At one point in the ride, our driver screeched to a sudden halt, sending all of us, nose first, into the seats in front of us. Fortunately, most of us were already acquainted with this process and had our arms cocked and ready to cushion the impact. Some of the more careless passengers, who made the timely mistake of tending to a puking baby, or blinking at the wrong second, were sent skull-first into what appeared to be a car seat cushion induced concussion. But that wasn’t important. What was important was that, to the disbelief of all of us, the driver had stopped the car, giving proof that if eleven people all pray simultaneously for something, even God can´t turn a blind eye.

To the implicit behest of the entire group, someone opened the van door. The girl, who was situated in front of me for the ride, fell out and instantly collapsed. She lay on the ground, defeated, for a moment then gradually began the ordeal of picking herself up. At some point during the process, she decided that the task wasn’t possible, or otherwise wasn’t worth it. She remained in a hunched position, on all fours, for a few seconds then dry heaved twice. Although we were all privately attending to our own wellbeing, this caught the attention of the entire van.  We had adopted the mentality and demeanor of a platoon and here was a soldier on the cusp of a breakdown.

The young fellow who she had been traveling with, after attending to his own convalescence, reluctantly approached his, what appeared to be girlfriend and helped her up. It must be noted that at the start of the ride I had keenly observed at how passionate and vigorous this couple had appeared. Flirting, tickling, and kissing had given way to suffering, moaning, and if the girls face held any indication of what was to come, vomiting. Gradually, and cautiously the girl was helped to her feet, where she stood, almost tolerably, for a few seconds, then, quite suddenly, her face adopted a look of severe discomfort, even more so than before.  A sense of trepidation held in the air as we awaited what was to come. If someone had dialed 9-1, in his phone for safe measure, I would’ve commended him on his sound judgment. But no one did that, we just waited.  Suddenly, her body sprang to life in a convulsive, spastic manner. Whatever lay in her stomach, it was beginning its ascent to daylight. Then, out came a burp. A burp, equally impressive in volume and duration. A burp, so undoubtedly similar to vomit that the two could pass for cousins. It appeared that the body had summoned vomit to make a timely appearance but a biological misunderstanding sent burp to answer the call. We were all quite grateful, but no one more so than the girl herself. The driver was insouciant about the matter.
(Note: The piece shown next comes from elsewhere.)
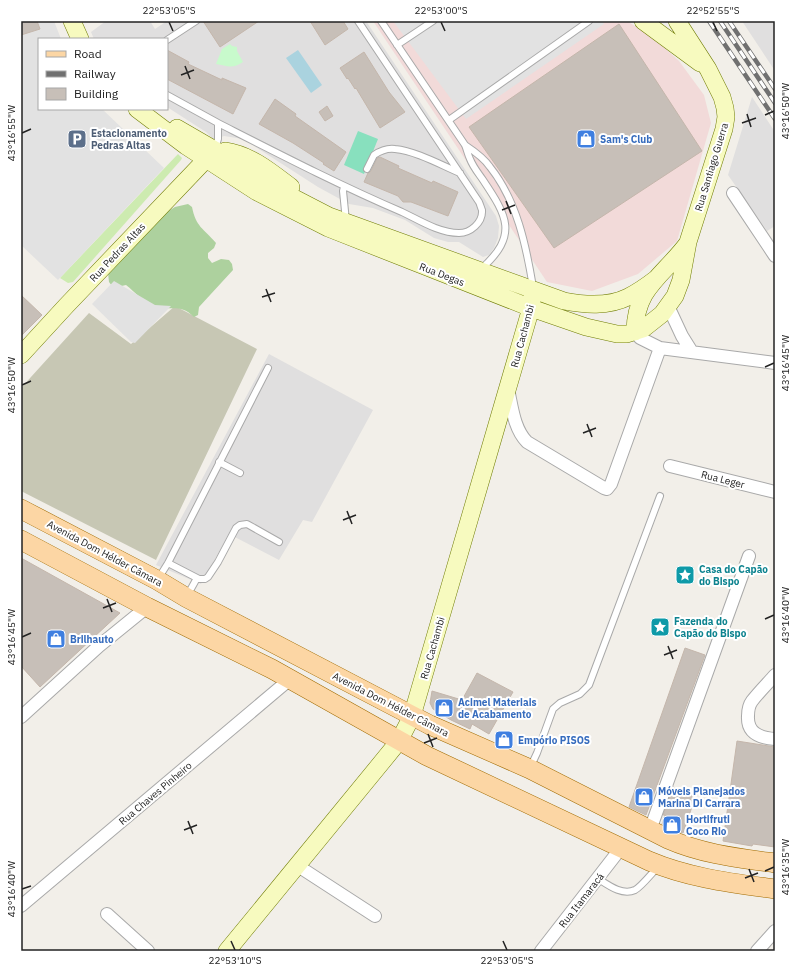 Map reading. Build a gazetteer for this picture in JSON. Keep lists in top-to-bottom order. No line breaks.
{"streets":{"main road":["Rua Santiago Guerra","Rua Pedras Altas","Rua Degas","Rua Cachambi","Avenida Dom Hélder Câmara"],"street":["Rua Leger","Rua Chaves Pinheiro","Rua Itamaracá"]},"crossings":[["Rua Santiago Guerra","Rua Degas"],["Rua Pedras Altas","Rua Degas"],["Rua Degas","Rua Cachambi"],["Rua Cachambi","Avenida Dom Hélder Câmara"]],"places":{"parking":["Estacionamento Pedras Altas"],"shop":["Sam's Club","Brilhauto","Acimel Materiais de Acabamento","Empório PISOS","Móveis Planejados Marina Di Carrara","Hortifruti Coco Rio"],"place":["Casa do Capão do Bispo","Fazenda do Capão do Bispo"]},"legend":["Road","Railway","Building"],"coordinates":["22°53'05\"S","22°53'00\"S","22°52'55\"S","43°16'50\"W","43°16'55\"W","43°16'45\"W","43°16'40\"W","43°16'35\"W","22°53'10\"S"]}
It appeared the intention of our stop was to attend to a frail, yet animated old lady selling oranges and baked goods. What confounded me was that we were in the middle of the mountains, nowhere near any sort of established community, and here was a lady selling insipid treats from a basket. Who on earth was her market? I, myself, had no appetite whatsoever, and I knew any food ingested would, in minutes, be making its way back up but I figured a small purchase might defer our return to transit, if only for a few extra seconds. So I indulged and bought myself a mysterious looking cube with the texture and colour of dog shit. But if it kept me off the road for a few extra seconds, I was all for it. Gradually this notion became evident to the group, as just before departing, someone new would vocalize an insatiable desire for a squash based treat. I was starting to see why this lady was in business.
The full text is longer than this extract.